┏━━
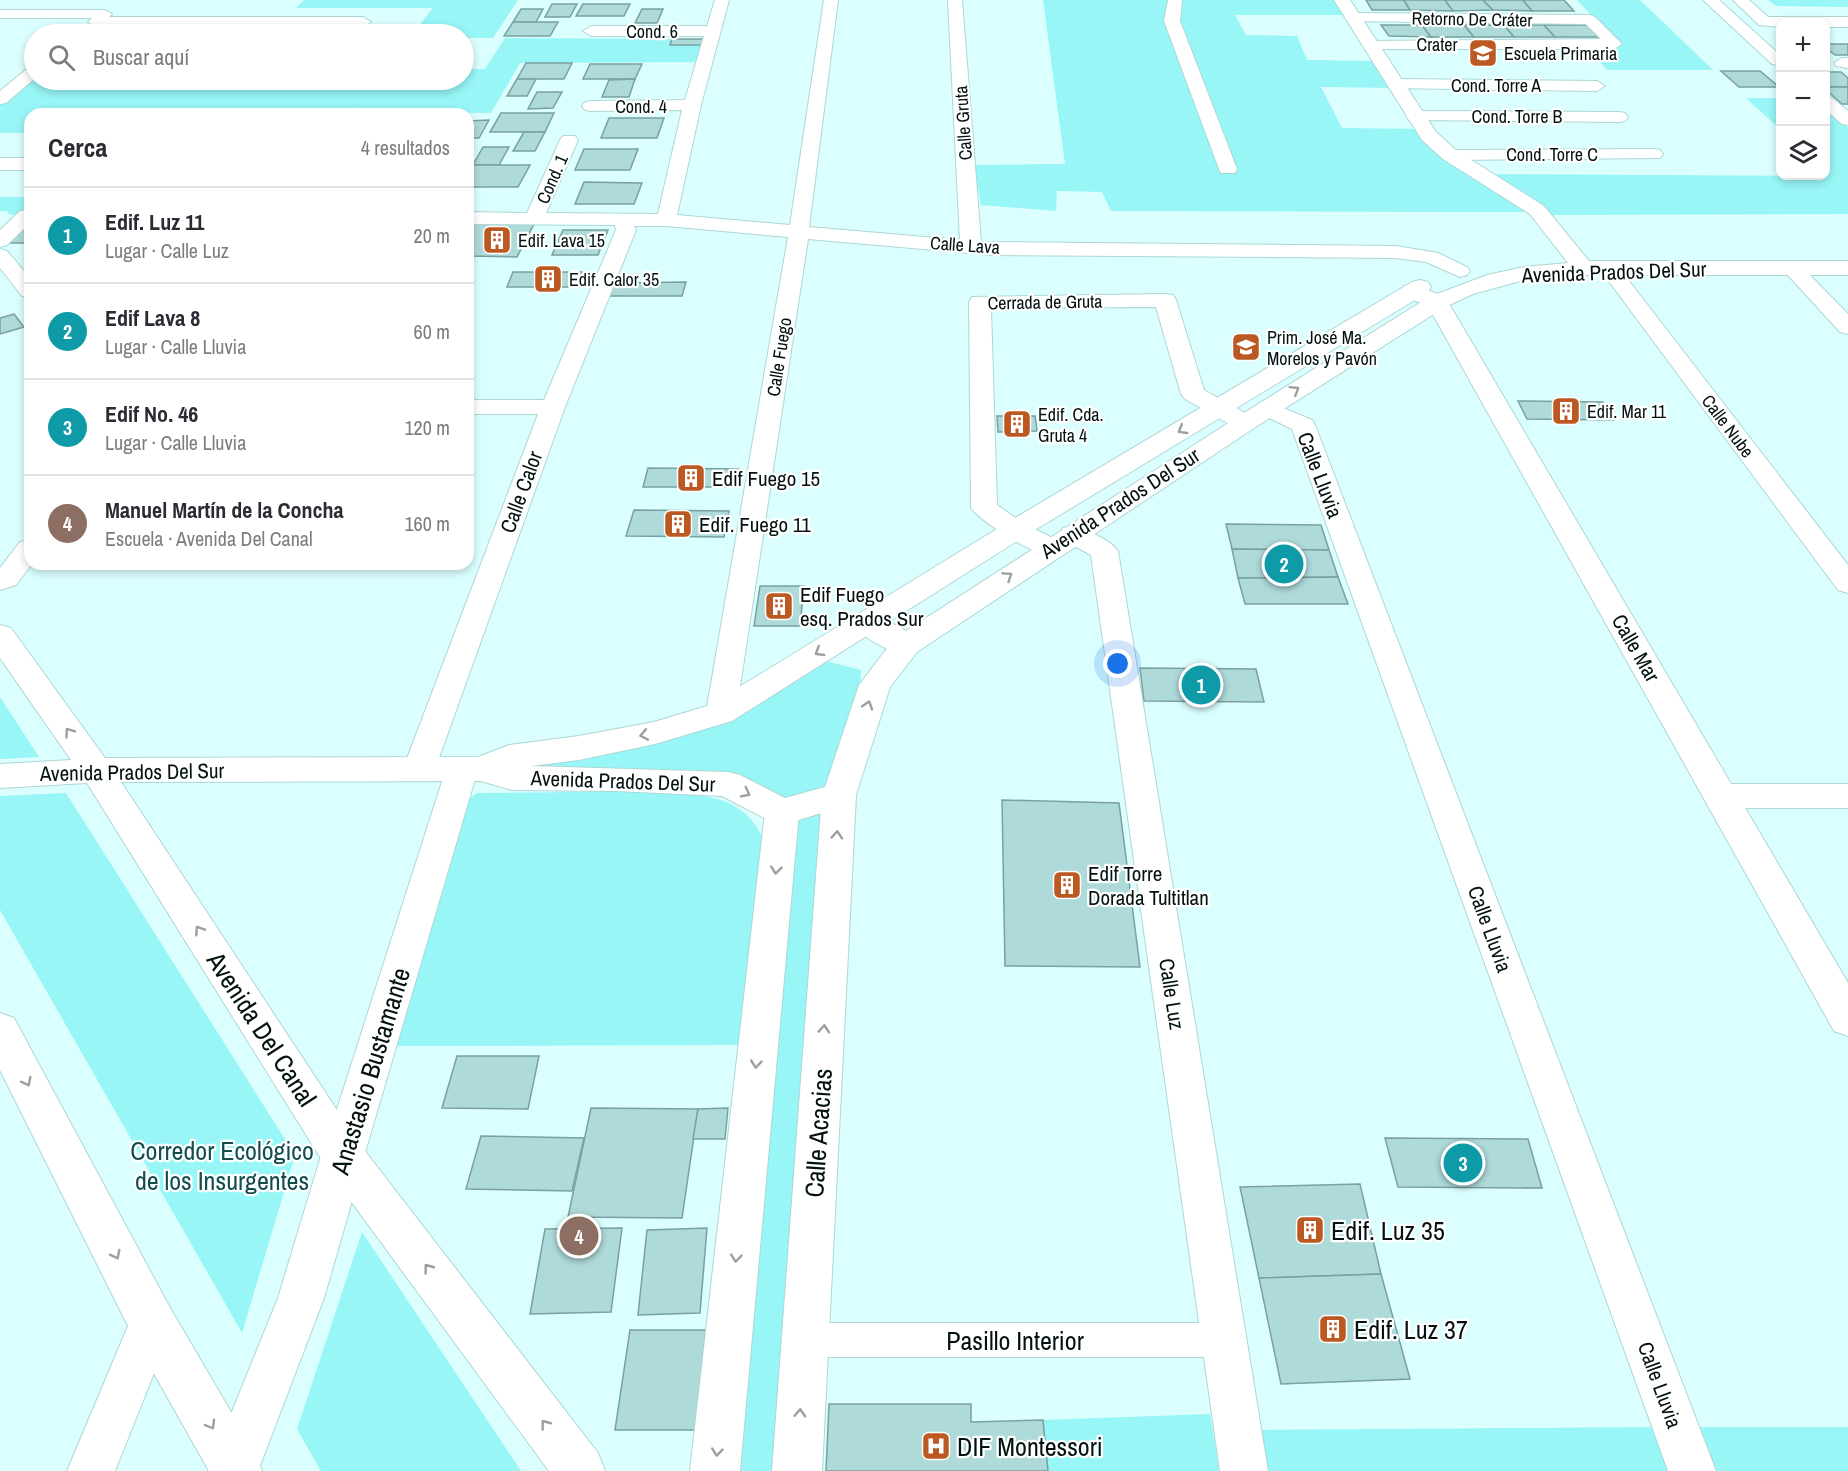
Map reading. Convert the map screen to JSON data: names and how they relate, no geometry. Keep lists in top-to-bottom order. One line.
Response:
{"streets":{"main road":["Avenida Prados Del Sur","Calle Mar","Avenida Del Canal","Anastasio Bustamante","Calle Acacias"],"street":["Retorno De Cráter","Cond. 6","Crater","Cond. Torre A","Cond. 4","Cond. Torre B","Calle Gruta","Cond. Torre C","Cond. 1","Calle Lava","Cerrada de Gruta","Calle Fuego","Calle Nube","Calle Lluvia","Calle Calor","Calle Luz","Pasillo Interior"]},"crossings":[["Retorno De Cráter","Crater"],["Calle Gruta","Calle Lava"],["Cond. 1","Calle Lava"],["Calle Lava","Avenida Prados Del Sur"],["Calle Lava","Calle Fuego"],["Calle Lava","Calle Calor"],["Avenida Prados Del Sur","Cerrada de Gruta"],["Avenida Prados Del Sur","Calle Fuego"],["Avenida Prados Del Sur","Calle Nube"],["Avenida Prados Del Sur","Calle Lluvia"],["Avenida Prados Del Sur","Calle Calor"],["Avenida Prados Del Sur","Calle Mar"],["Avenida Prados Del Sur","Calle Luz"],["Avenida Prados Del Sur","Avenida Del Canal"],["Avenida Prados Del Sur","Anastasio Bustamante"],["Avenida Prados Del Sur","Calle Acacias"],["Cerrada de Gruta","Calle Lluvia"],["Cerrada de Gruta","Calle Luz"],["Calle Luz","Pasillo Interior"],["Avenida Del Canal","Anastasio Bustamante"],["Calle Acacias","Pasillo Interior"]],"parks":["Corredor Ecológico de los Insurgentes"],"places":{"school or university":["Escuela Primaria","Prim. José Ma. Morelos y Pavón"],"building":["Edif. Lava 15","Edif. Calor 35","Edif. Mar 11","Edif. Cda. Gruta 4","Edif Fuego 15","Edif. Fuego 11","Edif Fuego esq. Prados Sur","Edif Torre Dorada Tultitlan","Edif. Luz 35","Edif. Luz 37"],"hospital":["DIF Montessori"]},"page":{"map_buttons":["+","−"],"search":"Buscar aquí","heading":["Cerca","4 resultados"],"list":[{"mark":"1","name":"Edif. Luz 11","note":"Lugar · Calle Luz","value":"20 m"},{"mark":"2","name":"Edif Lava 8","note":"Lugar · Calle Lluvia","value":"60 m"},{"mark":"3","name":"Edif No. 46","note":"Lugar · Calle Lluvia","value":"120 m"},{"mark":"4","name":"Manuel Martín de la Concha","note":"Escuela · Avenida Del Canal","value":"160 m"}],"pins":["2","1","3","4"]}}
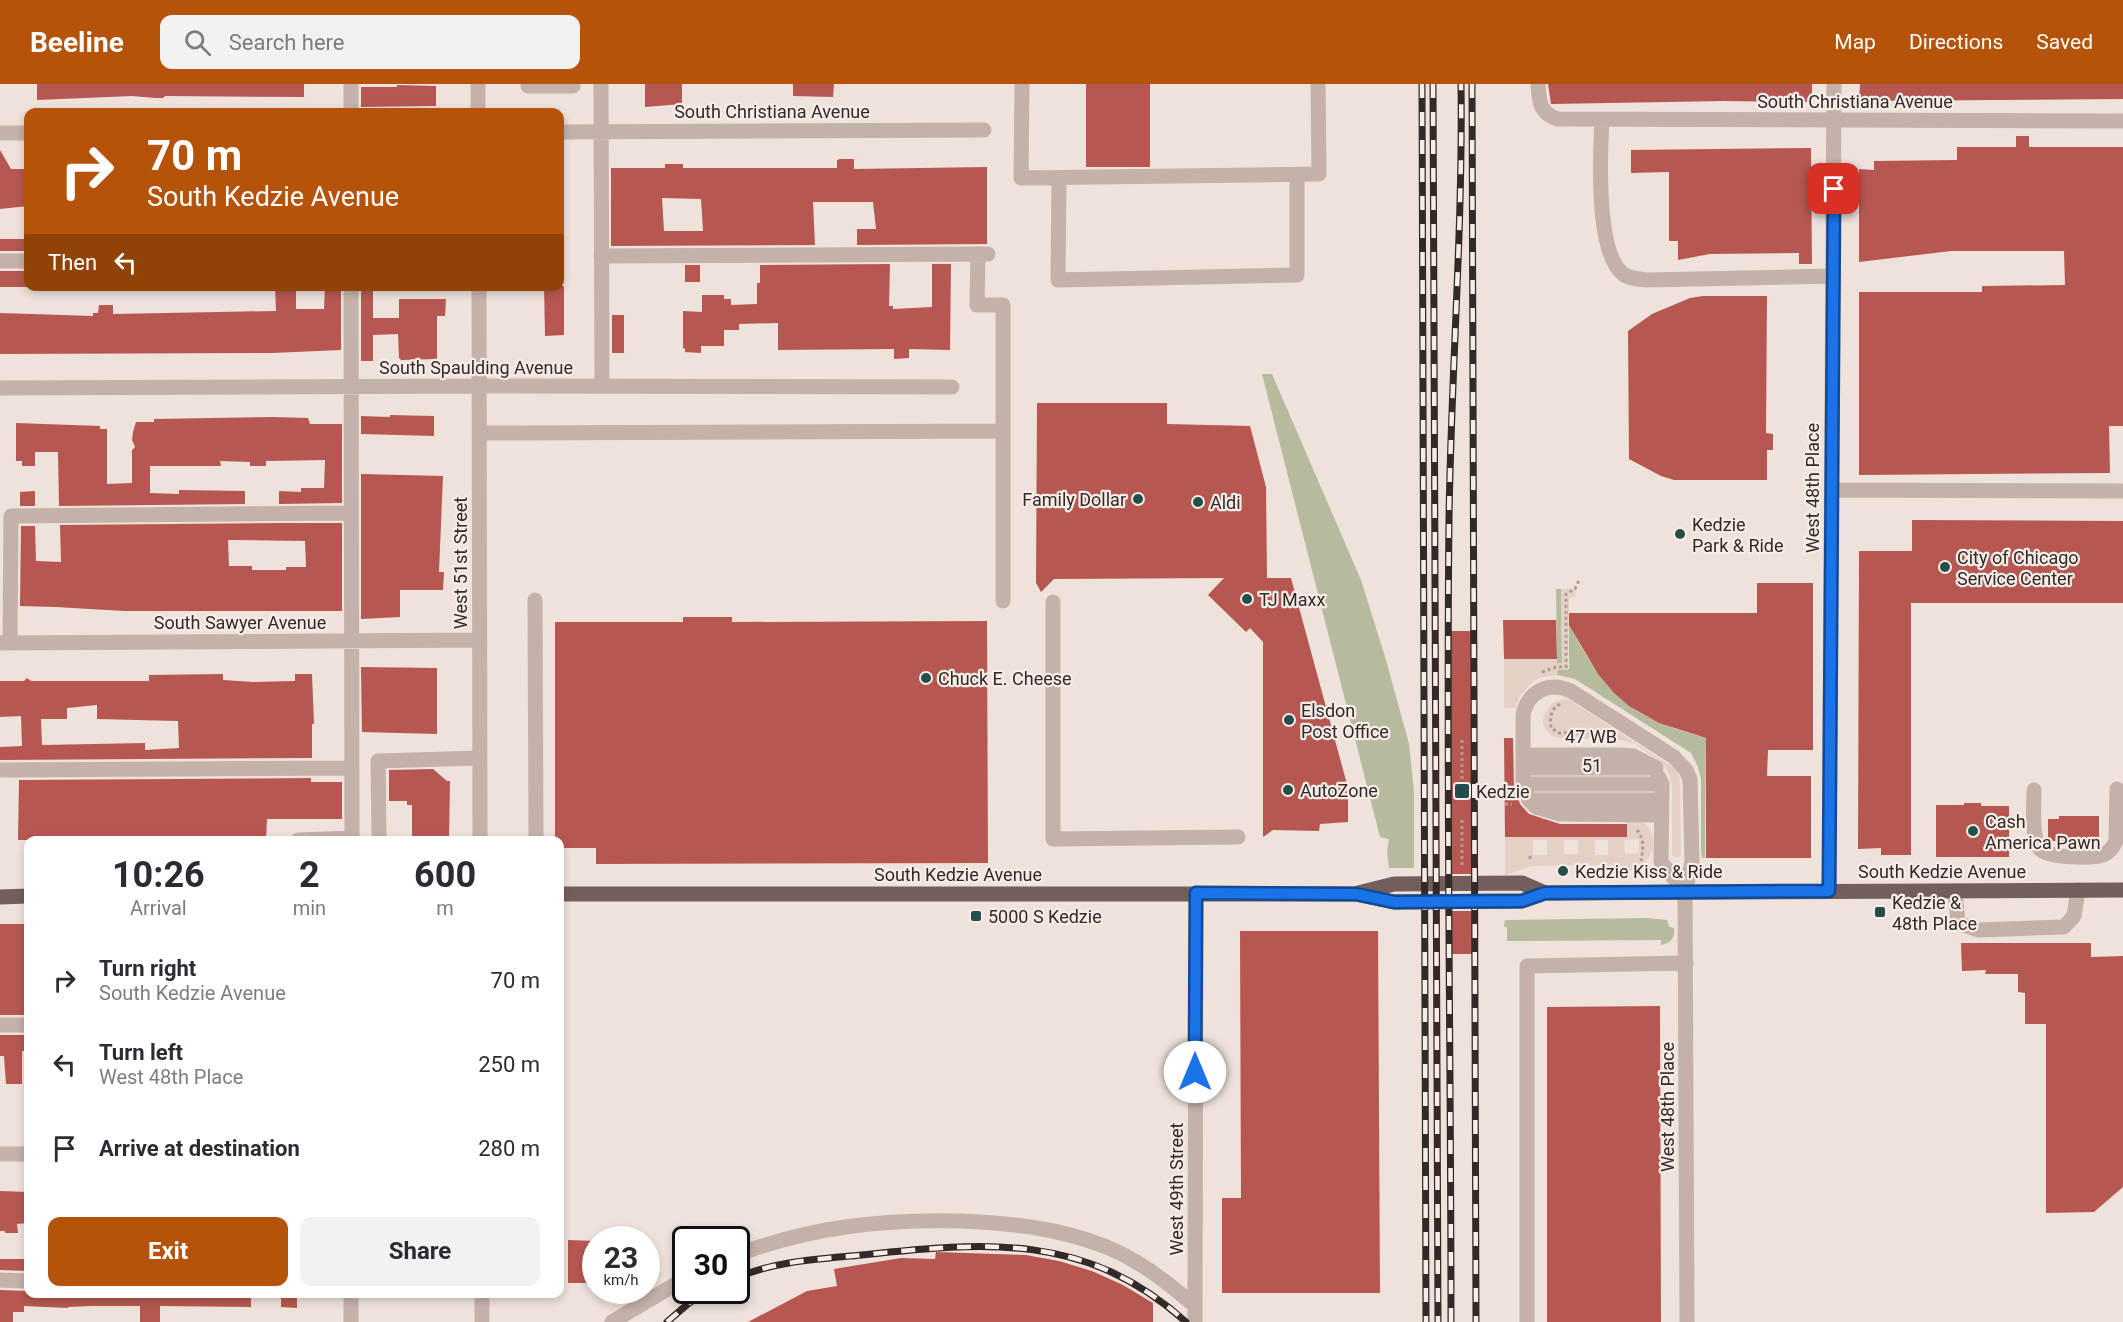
┗━━
Would you reproduce the listing above in full and exactly, without its pictures?

◆ Exercise result
Map reading. Convert the map screen to JSON data: names and how they relate, no geometry. Keep lists in top-to-bottom order. One line.
Response:
{"streets":{"main road":["Avenida Prados Del Sur","Calle Mar","Avenida Del Canal","Anastasio Bustamante","Calle Acacias"],"street":["Retorno De Cráter","Cond. 6","Crater","Cond. Torre A","Cond. 4","Cond. Torre B","Calle Gruta","Cond. Torre C","Cond. 1","Calle Lava","Cerrada de Gruta","Calle Fuego","Calle Nube","Calle Lluvia","Calle Calor","Calle Luz","Pasillo Interior"]},"crossings":[["Retorno De Cráter","Crater"],["Calle Gruta","Calle Lava"],["Cond. 1","Calle Lava"],["Calle Lava","Avenida Prados Del Sur"],["Calle Lava","Calle Fuego"],["Calle Lava","Calle Calor"],["Avenida Prados Del Sur","Cerrada de Gruta"],["Avenida Prados Del Sur","Calle Fuego"],["Avenida Prados Del Sur","Calle Nube"],["Avenida Prados Del Sur","Calle Lluvia"],["Avenida Prados Del Sur","Calle Calor"],["Avenida Prados Del Sur","Calle Mar"],["Avenida Prados Del Sur","Calle Luz"],["Avenida Prados Del Sur","Avenida Del Canal"],["Avenida Prados Del Sur","Anastasio Bustamante"],["Avenida Prados Del Sur","Calle Acacias"],["Cerrada de Gruta","Calle Lluvia"],["Cerrada de Gruta","Calle Luz"],["Calle Luz","Pasillo Interior"],["Avenida Del Canal","Anastasio Bustamante"],["Calle Acacias","Pasillo Interior"]],"parks":["Corredor Ecológico de los Insurgentes"],"places":{"school or university":["Escuela Primaria","Prim. José Ma. Morelos y Pavón"],"building":["Edif. Lava 15","Edif. Calor 35","Edif. Mar 11","Edif. Cda. Gruta 4","Edif Fuego 15","Edif. Fuego 11","Edif Fuego esq. Prados Sur","Edif Torre Dorada Tultitlan","Edif. Luz 35","Edif. Luz 37"],"hospital":["DIF Montessori"]},"page":{"map_buttons":["+","−"],"search":"Buscar aquí","heading":["Cerca","4 resultados"],"list":[{"mark":"1","name":"Edif. Luz 11","note":"Lugar · Calle Luz","value":"20 m"},{"mark":"2","name":"Edif Lava 8","note":"Lugar · Calle Lluvia","value":"60 m"},{"mark":"3","name":"Edif No. 46","note":"Lugar · Calle Lluvia","value":"120 m"},{"mark":"4","name":"Manuel Martín de la Concha","note":"Escuela · Avenida Del Canal","value":"160 m"}],"pins":["2","1","3","4"]}}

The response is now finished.